== About this task ==
Whenever the word "lines" shows up in a line of the data, copy that line.

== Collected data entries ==
════
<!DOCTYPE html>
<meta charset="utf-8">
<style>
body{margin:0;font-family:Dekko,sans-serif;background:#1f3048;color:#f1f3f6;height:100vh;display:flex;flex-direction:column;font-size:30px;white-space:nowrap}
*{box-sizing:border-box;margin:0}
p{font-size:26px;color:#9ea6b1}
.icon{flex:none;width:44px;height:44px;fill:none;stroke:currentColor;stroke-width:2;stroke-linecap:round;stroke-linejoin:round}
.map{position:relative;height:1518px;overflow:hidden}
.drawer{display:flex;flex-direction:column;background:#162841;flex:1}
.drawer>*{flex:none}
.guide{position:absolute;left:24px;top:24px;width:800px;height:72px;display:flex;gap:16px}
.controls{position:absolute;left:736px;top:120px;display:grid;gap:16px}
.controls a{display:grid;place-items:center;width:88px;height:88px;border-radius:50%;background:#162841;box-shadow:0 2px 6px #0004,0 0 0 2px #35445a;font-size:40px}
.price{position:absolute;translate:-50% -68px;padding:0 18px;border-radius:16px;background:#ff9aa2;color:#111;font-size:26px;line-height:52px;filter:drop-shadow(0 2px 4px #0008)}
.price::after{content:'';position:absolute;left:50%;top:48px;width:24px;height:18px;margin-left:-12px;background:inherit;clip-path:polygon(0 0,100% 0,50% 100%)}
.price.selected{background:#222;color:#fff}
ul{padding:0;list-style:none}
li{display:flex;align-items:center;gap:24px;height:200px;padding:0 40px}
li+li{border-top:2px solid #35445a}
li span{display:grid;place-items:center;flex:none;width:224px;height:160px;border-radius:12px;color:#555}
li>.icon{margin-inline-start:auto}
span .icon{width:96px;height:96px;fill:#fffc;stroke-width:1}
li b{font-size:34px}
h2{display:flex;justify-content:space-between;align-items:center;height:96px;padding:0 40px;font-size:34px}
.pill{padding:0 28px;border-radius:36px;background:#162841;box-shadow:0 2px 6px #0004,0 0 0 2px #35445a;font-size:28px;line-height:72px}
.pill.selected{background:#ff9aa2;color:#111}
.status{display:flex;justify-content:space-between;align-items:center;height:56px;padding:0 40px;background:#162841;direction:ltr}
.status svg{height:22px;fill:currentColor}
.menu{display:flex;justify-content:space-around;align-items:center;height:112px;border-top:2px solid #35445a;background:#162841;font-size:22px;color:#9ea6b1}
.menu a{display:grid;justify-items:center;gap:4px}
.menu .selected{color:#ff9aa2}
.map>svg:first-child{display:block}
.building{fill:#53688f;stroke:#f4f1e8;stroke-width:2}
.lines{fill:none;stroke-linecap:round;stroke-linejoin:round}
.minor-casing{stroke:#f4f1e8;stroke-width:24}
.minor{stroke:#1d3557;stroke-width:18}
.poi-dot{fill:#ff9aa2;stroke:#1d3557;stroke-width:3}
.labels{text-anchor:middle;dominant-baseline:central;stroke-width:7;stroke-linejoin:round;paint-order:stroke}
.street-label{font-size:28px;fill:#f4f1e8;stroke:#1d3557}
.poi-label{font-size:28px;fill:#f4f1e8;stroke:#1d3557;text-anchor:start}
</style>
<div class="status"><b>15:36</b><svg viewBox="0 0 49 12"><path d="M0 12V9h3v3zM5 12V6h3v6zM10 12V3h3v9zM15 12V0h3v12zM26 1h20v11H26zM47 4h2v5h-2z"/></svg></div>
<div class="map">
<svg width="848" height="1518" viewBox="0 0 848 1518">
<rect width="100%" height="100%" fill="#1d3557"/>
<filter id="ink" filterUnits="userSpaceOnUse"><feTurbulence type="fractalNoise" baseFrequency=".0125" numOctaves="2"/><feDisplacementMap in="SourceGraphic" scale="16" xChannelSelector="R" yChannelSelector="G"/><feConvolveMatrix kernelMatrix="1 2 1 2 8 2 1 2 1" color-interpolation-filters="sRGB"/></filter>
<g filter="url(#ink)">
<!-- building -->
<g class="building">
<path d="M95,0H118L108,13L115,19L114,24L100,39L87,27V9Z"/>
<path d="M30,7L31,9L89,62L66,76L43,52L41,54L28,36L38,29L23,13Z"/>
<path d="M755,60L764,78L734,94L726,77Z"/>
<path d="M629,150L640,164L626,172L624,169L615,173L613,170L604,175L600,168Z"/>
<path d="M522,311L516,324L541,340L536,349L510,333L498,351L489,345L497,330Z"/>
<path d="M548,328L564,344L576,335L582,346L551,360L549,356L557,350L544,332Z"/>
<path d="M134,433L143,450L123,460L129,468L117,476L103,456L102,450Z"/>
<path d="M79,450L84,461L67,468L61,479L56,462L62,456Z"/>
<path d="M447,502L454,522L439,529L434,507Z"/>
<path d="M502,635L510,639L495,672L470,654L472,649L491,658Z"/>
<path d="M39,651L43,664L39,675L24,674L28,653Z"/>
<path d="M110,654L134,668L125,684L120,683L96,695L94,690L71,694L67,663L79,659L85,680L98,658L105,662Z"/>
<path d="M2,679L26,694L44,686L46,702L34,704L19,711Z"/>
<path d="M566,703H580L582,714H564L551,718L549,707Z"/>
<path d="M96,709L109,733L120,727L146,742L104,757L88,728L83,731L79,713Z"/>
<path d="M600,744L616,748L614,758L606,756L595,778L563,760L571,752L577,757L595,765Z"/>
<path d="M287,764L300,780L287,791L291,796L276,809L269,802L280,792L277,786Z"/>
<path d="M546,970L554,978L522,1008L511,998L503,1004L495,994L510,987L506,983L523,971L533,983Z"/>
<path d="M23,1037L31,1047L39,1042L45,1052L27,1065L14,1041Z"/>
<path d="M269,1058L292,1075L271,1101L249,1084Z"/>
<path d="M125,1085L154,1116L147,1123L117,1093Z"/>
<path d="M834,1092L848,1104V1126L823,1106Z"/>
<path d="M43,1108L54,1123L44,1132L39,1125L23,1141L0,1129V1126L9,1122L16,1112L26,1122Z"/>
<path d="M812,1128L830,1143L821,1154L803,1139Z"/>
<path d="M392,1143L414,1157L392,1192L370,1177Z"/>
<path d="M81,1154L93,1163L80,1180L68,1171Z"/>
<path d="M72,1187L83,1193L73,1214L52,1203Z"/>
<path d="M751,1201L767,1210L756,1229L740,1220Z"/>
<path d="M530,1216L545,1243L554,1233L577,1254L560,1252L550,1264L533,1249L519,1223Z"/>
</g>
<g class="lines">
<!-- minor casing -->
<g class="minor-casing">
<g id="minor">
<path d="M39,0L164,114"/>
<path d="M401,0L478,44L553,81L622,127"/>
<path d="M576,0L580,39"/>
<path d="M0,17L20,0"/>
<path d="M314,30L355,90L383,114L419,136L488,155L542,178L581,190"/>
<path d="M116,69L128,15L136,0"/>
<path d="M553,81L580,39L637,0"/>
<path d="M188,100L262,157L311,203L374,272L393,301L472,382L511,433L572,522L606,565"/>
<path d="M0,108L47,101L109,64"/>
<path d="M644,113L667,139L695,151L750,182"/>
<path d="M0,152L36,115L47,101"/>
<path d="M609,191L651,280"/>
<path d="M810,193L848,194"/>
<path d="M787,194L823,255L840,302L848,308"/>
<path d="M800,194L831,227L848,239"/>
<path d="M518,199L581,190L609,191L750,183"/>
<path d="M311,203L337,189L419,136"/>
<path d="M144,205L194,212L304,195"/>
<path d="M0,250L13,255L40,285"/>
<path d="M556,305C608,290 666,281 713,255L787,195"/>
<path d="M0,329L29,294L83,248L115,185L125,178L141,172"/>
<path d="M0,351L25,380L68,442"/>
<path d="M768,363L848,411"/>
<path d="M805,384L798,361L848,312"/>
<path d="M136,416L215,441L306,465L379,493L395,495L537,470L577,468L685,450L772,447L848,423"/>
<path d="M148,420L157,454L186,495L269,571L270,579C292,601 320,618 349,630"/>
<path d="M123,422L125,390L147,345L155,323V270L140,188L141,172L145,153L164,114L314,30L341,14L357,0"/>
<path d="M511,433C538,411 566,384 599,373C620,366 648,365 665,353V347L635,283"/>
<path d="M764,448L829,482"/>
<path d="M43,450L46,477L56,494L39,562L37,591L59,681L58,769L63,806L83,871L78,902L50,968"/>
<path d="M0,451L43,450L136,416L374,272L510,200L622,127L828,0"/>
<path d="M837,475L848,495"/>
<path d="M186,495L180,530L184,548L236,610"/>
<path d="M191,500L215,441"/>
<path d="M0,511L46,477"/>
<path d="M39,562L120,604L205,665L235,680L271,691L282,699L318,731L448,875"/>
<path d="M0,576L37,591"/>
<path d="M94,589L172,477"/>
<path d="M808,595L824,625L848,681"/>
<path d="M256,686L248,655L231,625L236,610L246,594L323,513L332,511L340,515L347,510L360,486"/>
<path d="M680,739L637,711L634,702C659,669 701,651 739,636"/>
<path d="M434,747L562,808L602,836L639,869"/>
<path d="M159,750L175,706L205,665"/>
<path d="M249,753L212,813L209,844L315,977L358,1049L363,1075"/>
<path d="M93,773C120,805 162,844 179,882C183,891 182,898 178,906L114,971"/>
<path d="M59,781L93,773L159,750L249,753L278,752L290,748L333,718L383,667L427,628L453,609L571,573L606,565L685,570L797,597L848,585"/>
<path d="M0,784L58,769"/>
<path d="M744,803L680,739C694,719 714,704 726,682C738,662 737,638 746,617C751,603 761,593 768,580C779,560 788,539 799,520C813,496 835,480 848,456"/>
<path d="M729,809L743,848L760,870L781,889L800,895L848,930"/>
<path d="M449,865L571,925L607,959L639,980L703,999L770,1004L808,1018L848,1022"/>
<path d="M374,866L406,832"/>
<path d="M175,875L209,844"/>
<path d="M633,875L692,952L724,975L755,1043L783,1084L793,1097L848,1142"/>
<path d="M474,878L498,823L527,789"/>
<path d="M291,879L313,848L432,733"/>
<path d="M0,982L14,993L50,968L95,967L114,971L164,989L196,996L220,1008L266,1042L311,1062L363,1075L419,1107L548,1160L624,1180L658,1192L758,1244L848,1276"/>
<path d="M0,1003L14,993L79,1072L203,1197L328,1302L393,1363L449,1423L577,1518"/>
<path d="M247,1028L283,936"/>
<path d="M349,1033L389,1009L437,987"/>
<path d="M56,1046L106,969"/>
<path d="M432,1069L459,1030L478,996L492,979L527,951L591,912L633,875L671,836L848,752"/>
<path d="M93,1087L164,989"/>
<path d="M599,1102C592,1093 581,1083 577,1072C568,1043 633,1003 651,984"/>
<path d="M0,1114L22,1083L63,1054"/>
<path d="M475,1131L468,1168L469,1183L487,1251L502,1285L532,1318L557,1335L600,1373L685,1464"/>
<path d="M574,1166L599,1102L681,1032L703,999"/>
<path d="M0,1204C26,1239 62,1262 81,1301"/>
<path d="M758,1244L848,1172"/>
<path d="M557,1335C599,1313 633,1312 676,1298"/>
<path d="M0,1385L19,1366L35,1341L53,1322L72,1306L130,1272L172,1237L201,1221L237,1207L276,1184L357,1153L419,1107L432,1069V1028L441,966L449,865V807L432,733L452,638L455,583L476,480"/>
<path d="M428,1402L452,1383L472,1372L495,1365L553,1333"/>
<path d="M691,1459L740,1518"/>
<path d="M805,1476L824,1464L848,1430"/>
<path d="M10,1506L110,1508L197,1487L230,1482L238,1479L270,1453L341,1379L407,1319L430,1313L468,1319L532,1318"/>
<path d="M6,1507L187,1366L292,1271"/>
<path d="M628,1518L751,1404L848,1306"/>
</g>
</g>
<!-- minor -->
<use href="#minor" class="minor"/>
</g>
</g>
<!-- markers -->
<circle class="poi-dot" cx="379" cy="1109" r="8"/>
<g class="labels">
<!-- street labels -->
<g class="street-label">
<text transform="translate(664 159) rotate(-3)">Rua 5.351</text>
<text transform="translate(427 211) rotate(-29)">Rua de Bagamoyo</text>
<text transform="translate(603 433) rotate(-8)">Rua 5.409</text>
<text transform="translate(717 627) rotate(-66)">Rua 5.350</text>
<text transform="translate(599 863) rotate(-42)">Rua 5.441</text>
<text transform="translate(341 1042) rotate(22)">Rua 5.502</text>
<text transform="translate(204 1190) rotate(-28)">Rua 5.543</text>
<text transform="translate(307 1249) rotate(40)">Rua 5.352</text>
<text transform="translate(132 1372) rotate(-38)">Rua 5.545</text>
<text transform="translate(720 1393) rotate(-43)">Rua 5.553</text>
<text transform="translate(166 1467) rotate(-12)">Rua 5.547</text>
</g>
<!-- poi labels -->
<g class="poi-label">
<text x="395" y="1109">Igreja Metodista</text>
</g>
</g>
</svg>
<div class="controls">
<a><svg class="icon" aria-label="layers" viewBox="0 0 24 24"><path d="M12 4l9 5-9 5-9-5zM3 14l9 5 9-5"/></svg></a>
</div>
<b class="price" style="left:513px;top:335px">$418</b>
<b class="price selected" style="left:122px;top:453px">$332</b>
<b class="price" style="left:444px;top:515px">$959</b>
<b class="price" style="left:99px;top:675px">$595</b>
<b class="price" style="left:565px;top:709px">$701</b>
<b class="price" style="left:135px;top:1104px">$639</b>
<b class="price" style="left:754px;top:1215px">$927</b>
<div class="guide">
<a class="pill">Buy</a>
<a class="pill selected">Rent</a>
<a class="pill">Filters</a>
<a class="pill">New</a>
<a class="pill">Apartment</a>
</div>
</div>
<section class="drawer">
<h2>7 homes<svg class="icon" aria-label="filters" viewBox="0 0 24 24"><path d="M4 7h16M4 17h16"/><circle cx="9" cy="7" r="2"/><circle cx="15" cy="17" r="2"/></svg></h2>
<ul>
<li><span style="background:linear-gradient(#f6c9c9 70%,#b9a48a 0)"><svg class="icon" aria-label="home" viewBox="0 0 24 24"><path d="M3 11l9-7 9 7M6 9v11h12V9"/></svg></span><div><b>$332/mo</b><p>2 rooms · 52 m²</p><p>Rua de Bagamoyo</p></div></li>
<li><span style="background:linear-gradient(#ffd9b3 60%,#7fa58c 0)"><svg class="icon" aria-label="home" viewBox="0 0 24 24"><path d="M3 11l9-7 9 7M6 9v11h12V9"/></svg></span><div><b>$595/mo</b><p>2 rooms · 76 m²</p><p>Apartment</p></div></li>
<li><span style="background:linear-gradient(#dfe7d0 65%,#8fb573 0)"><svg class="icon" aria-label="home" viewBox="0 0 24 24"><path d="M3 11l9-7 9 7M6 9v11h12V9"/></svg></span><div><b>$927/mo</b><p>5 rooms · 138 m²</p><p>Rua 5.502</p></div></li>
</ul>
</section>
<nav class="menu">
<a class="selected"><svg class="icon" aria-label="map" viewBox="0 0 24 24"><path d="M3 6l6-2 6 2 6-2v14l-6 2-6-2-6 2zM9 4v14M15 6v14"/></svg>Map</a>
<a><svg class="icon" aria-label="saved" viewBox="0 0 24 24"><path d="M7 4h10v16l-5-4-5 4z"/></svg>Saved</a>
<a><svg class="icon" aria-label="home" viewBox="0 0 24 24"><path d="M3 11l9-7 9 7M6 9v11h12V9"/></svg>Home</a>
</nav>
════
== Exercise response ==
.lines{fill:none;stroke-linecap:round;stroke-linejoin:round}
<g class="lines">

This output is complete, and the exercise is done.